[Stored data entries]
______
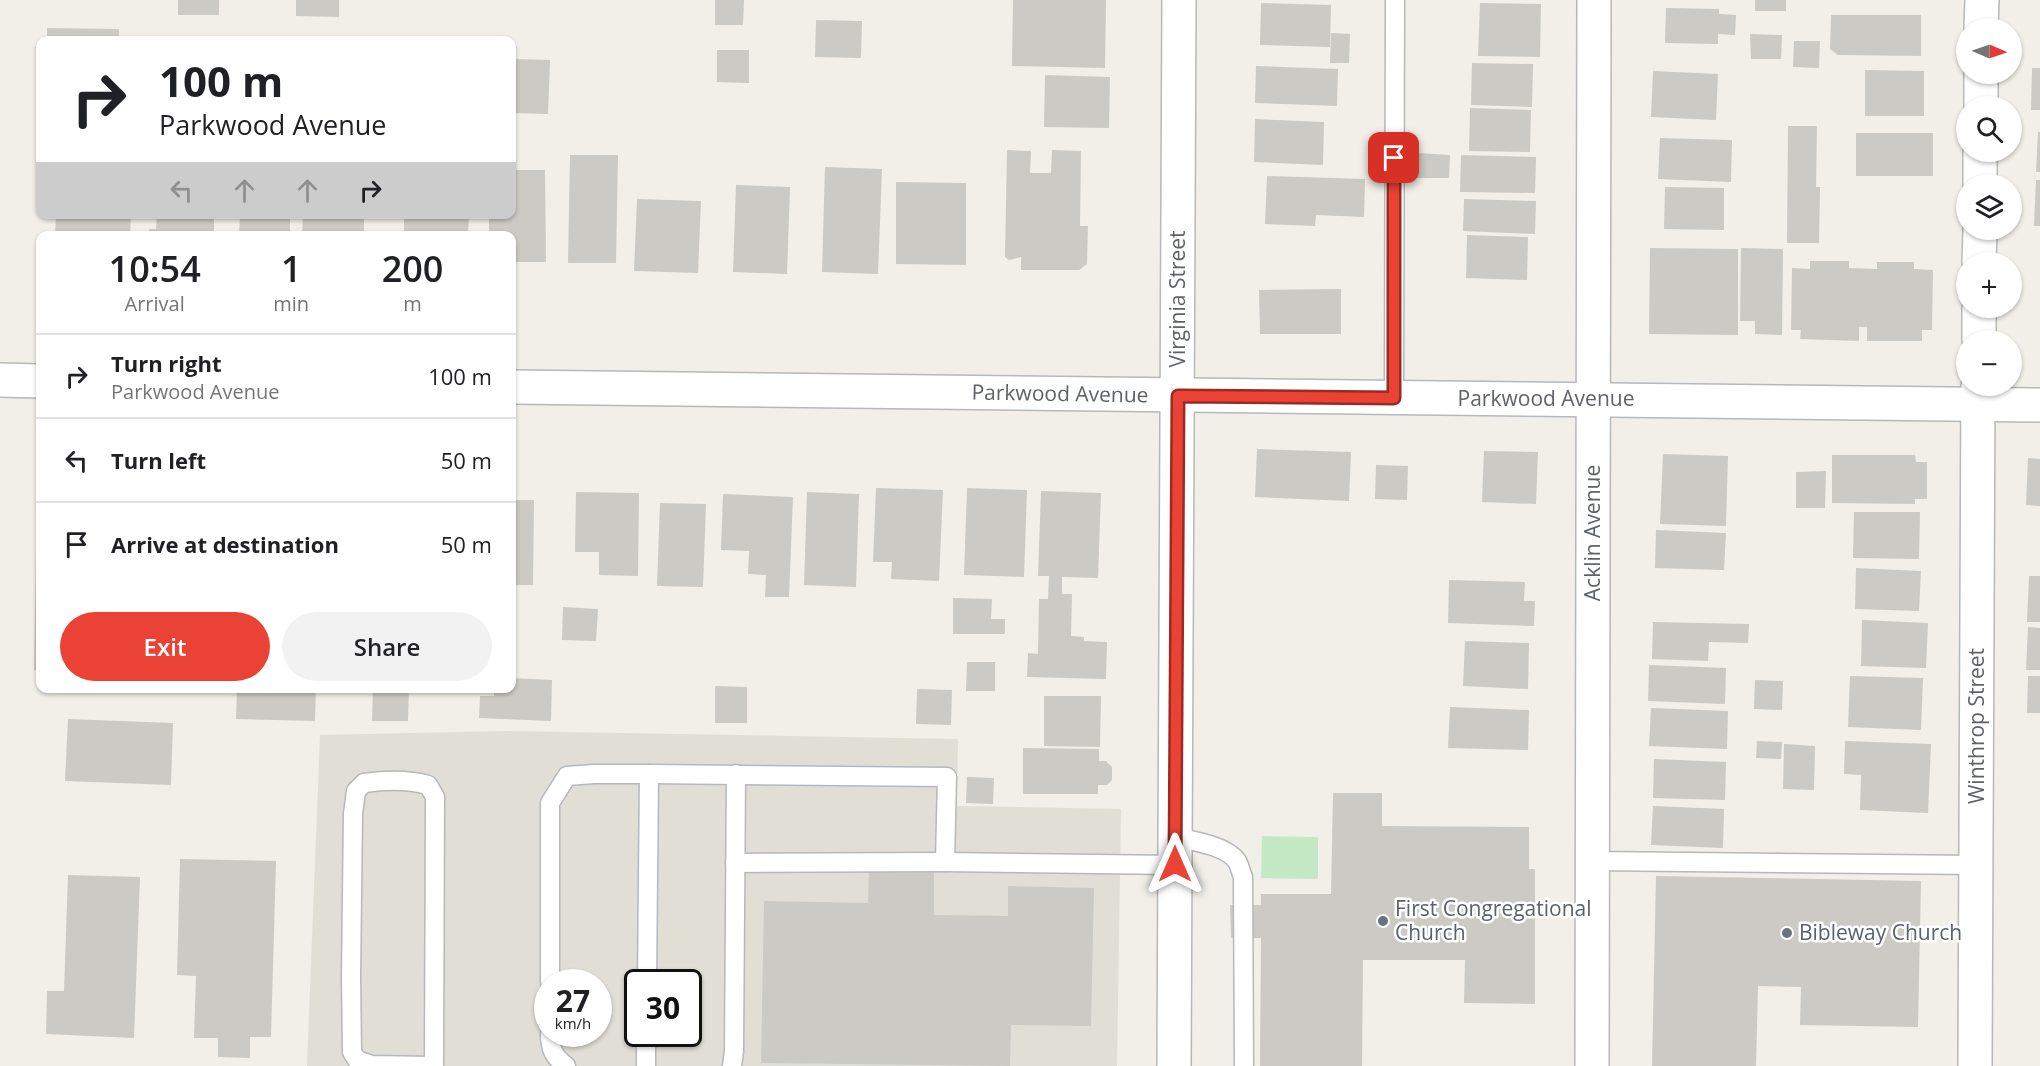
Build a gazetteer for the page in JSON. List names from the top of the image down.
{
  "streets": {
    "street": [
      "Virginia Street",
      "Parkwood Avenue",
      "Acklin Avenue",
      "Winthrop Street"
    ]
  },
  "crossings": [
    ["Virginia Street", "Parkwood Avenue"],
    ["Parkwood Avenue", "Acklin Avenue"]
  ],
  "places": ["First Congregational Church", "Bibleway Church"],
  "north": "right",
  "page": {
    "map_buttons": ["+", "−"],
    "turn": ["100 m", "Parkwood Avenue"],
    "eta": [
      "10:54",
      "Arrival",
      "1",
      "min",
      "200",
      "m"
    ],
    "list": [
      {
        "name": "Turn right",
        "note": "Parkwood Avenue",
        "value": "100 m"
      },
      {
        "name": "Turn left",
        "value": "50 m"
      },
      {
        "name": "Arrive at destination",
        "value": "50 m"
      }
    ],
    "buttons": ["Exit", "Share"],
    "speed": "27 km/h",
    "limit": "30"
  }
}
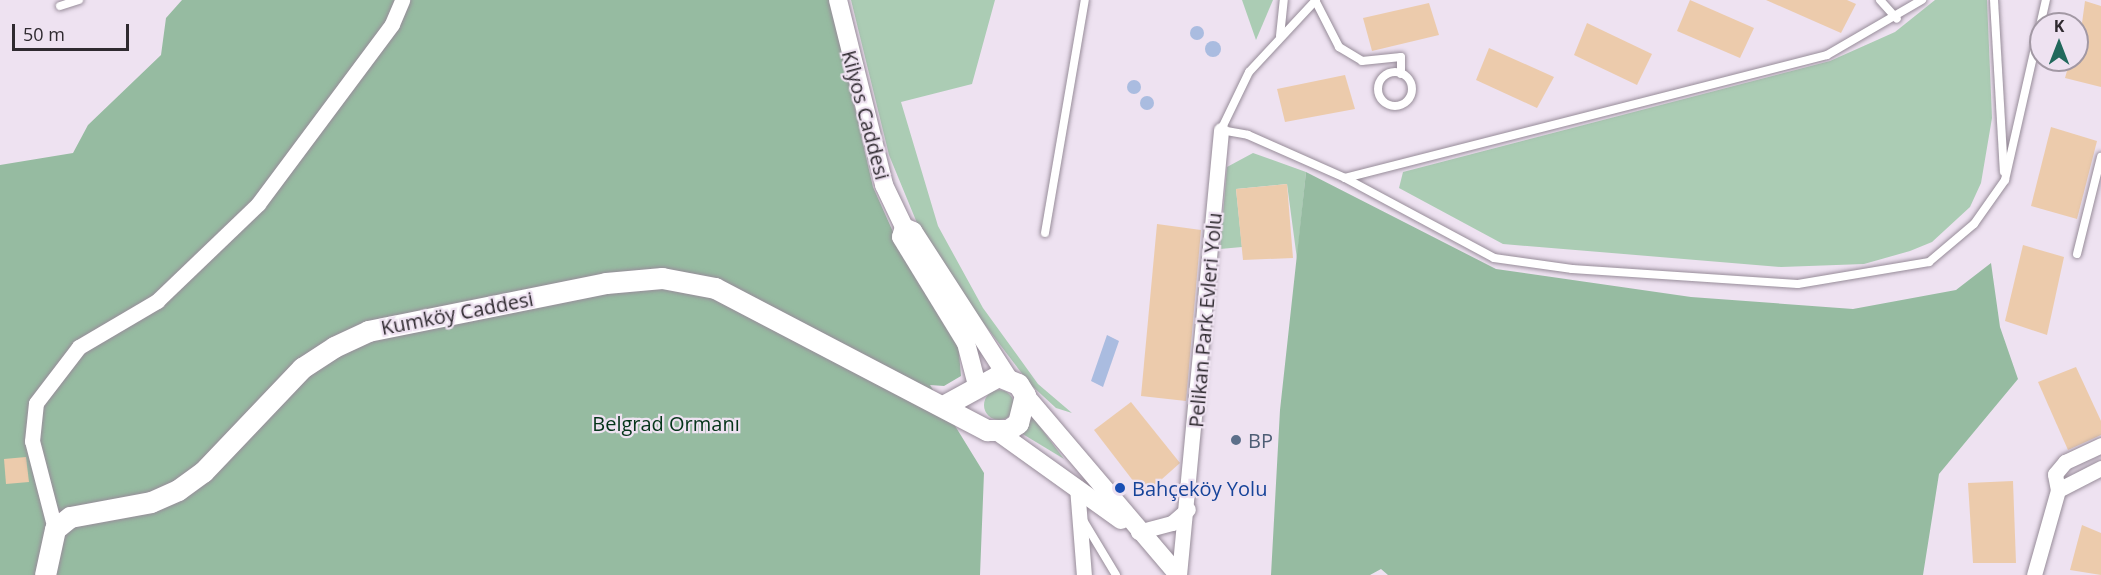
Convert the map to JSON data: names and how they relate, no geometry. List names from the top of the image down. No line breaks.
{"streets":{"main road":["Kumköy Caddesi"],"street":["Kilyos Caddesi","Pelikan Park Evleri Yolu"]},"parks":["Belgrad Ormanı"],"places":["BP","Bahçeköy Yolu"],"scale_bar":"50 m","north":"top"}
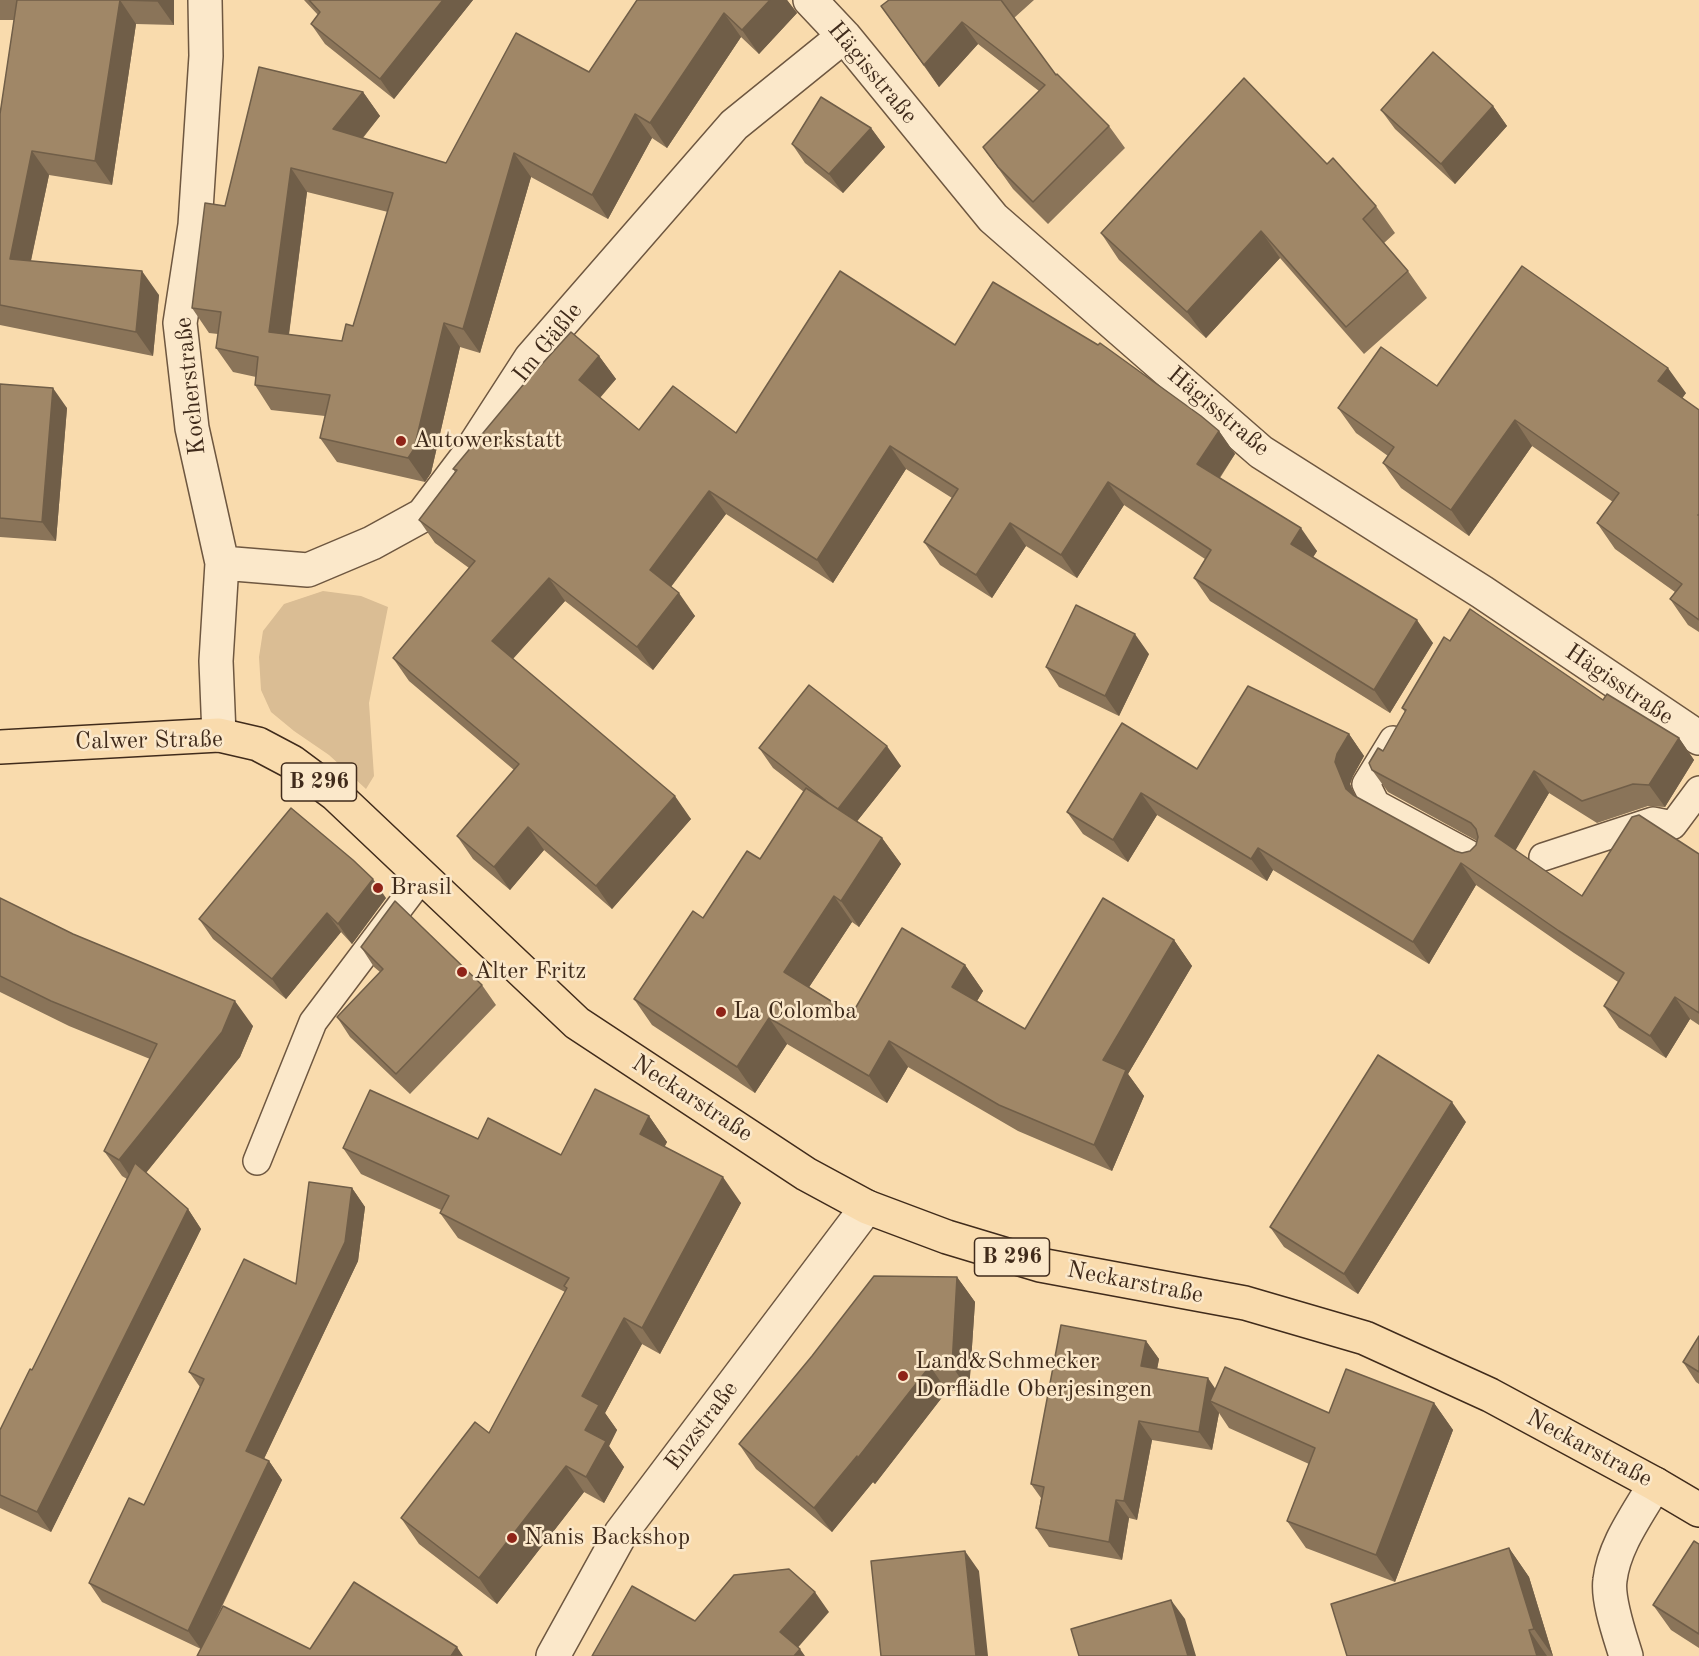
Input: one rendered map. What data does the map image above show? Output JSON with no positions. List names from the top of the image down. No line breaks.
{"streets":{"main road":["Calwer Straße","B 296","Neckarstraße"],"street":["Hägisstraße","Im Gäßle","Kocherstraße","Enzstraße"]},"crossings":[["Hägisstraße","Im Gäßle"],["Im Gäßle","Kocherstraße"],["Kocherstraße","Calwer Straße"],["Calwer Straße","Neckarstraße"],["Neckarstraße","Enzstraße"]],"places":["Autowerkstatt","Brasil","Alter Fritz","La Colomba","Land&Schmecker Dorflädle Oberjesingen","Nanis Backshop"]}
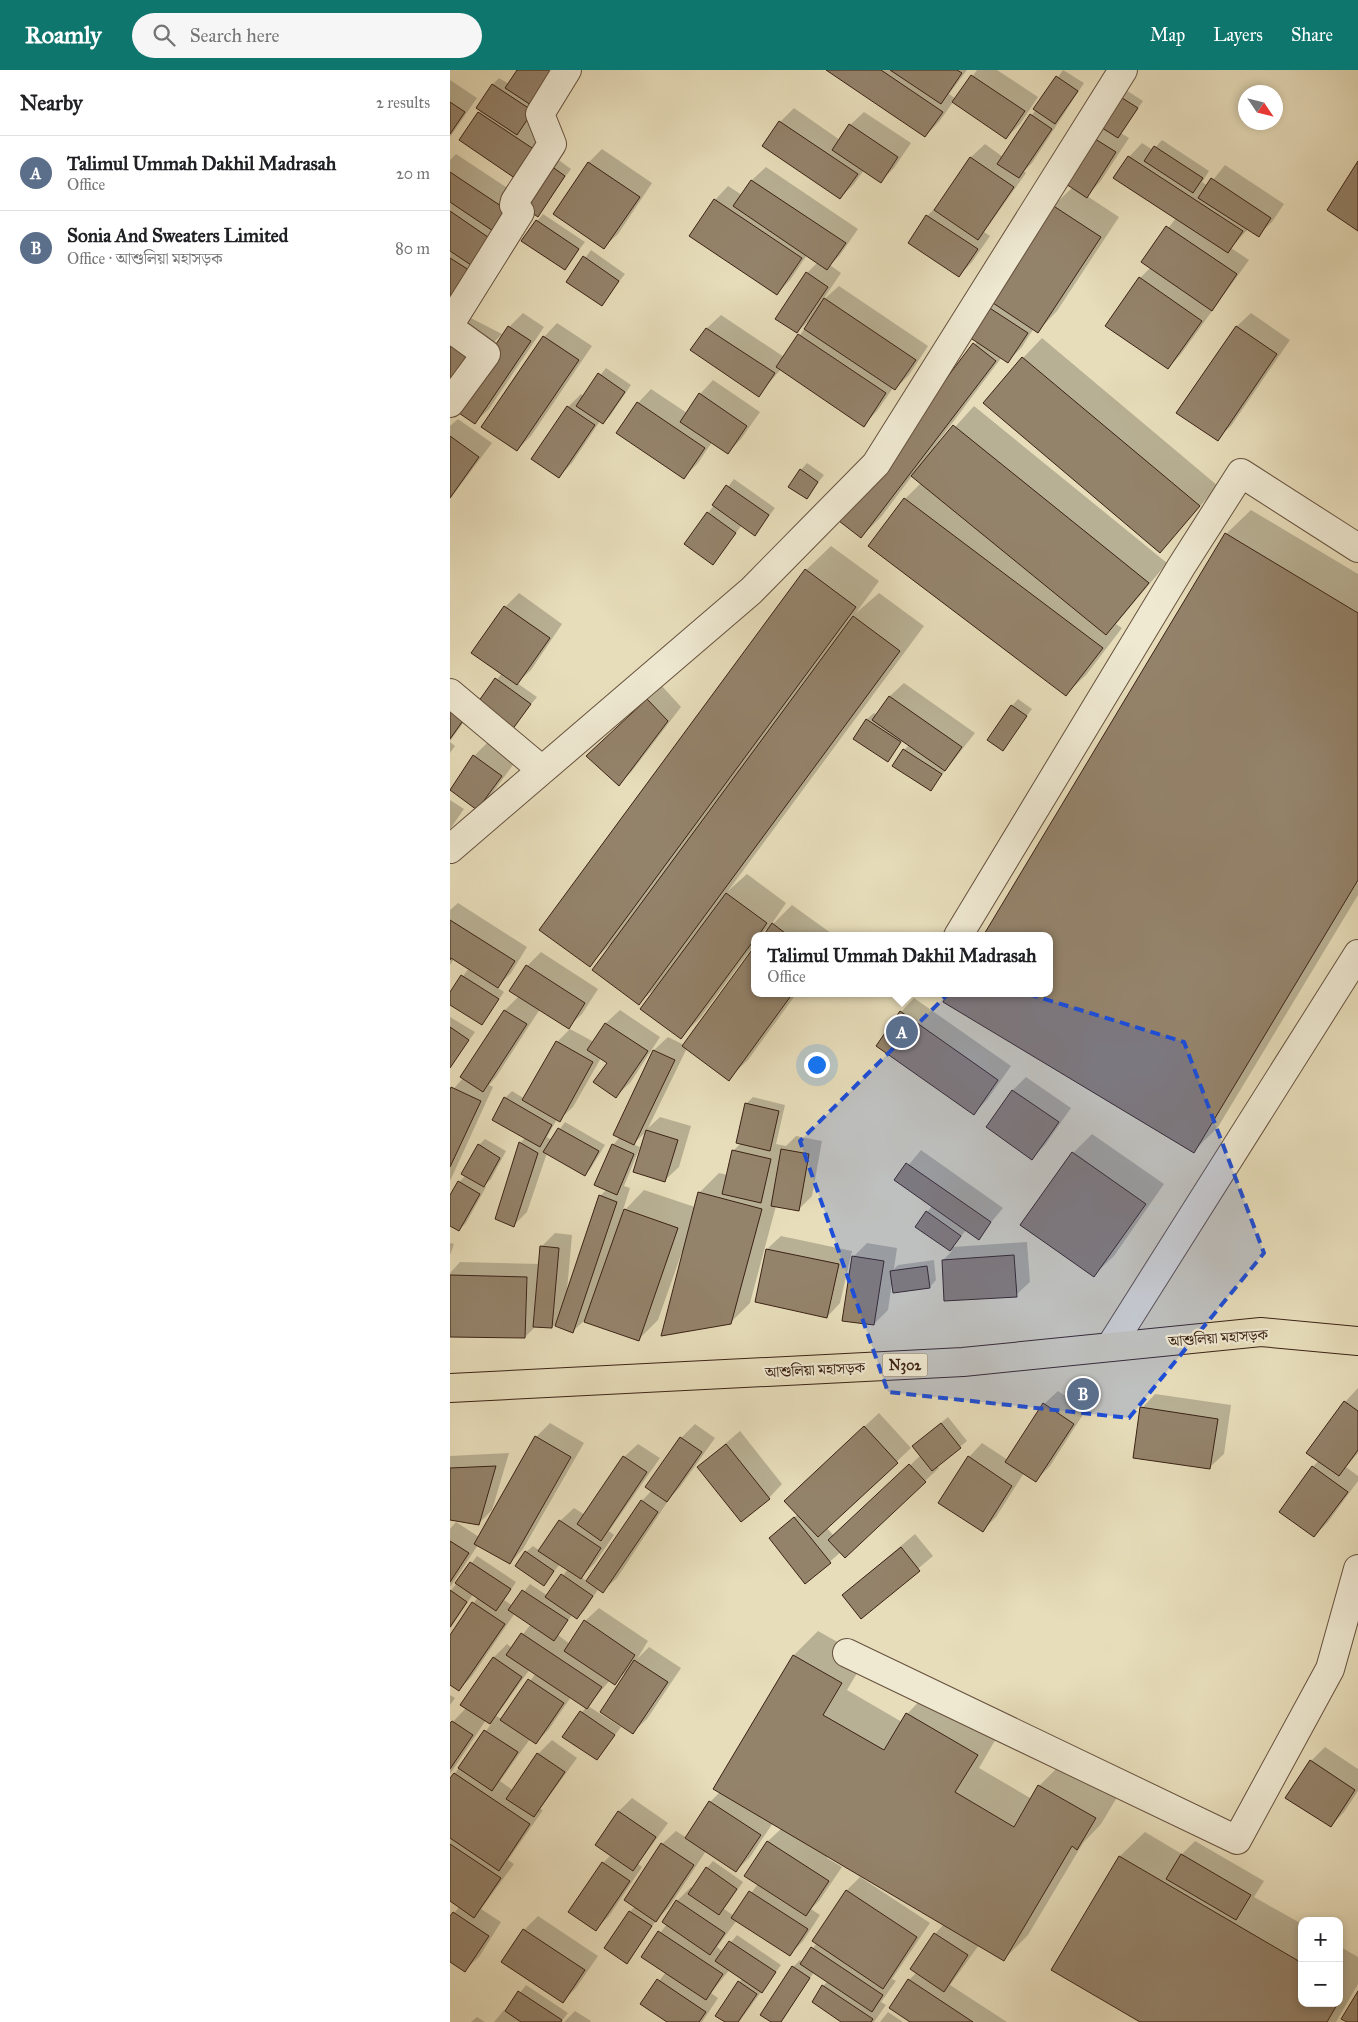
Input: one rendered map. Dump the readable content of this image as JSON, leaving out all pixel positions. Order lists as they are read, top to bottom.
______
EXERCISE DIRECTIONS: Reproduce all of the records above exactly, but exclude the pictures.

YOUR SOLUTION:
Build a gazetteer for the page in JSON. List names from the top of the image down.
{
  "streets": {
    "street": [
      "Virginia Street",
      "Parkwood Avenue",
      "Acklin Avenue",
      "Winthrop Street"
    ]
  },
  "crossings": [
    ["Virginia Street", "Parkwood Avenue"],
    ["Parkwood Avenue", "Acklin Avenue"]
  ],
  "places": ["First Congregational Church", "Bibleway Church"],
  "north": "right",
  "page": {
    "map_buttons": ["+", "−"],
    "turn": ["100 m", "Parkwood Avenue"],
    "eta": [
      "10:54",
      "Arrival",
      "1",
      "min",
      "200",
      "m"
    ],
    "list": [
      {
        "name": "Turn right",
        "note": "Parkwood Avenue",
        "value": "100 m"
      },
      {
        "name": "Turn left",
        "value": "50 m"
      },
      {
        "name": "Arrive at destination",
        "value": "50 m"
      }
    ],
    "buttons": ["Exit", "Share"],
    "speed": "27 km/h",
    "limit": "30"
  }
}
Convert the map to JSON data: names and how they relate, no geometry. List names from the top of the image down. No line breaks.
{"streets":{"main road":["Kumköy Caddesi"],"street":["Kilyos Caddesi","Pelikan Park Evleri Yolu"]},"parks":["Belgrad Ormanı"],"places":["BP","Bahçeköy Yolu"],"scale_bar":"50 m","north":"top"}
Input: one rendered map. What data does the map image above show? Output JSON with no positions. List names from the top of the image down. No line breaks.
{"streets":{"main road":["Calwer Straße","B 296","Neckarstraße"],"street":["Hägisstraße","Im Gäßle","Kocherstraße","Enzstraße"]},"crossings":[["Hägisstraße","Im Gäßle"],["Im Gäßle","Kocherstraße"],["Kocherstraße","Calwer Straße"],["Calwer Straße","Neckarstraße"],["Neckarstraße","Enzstraße"]],"places":["Autowerkstatt","Brasil","Alter Fritz","La Colomba","Land&Schmecker Dorflädle Oberjesingen","Nanis Backshop"]}
Input: one rendered map. Dump the readable content of this image as JSON, leaving out all pixel positions. Order lists as they are read, top to bottom.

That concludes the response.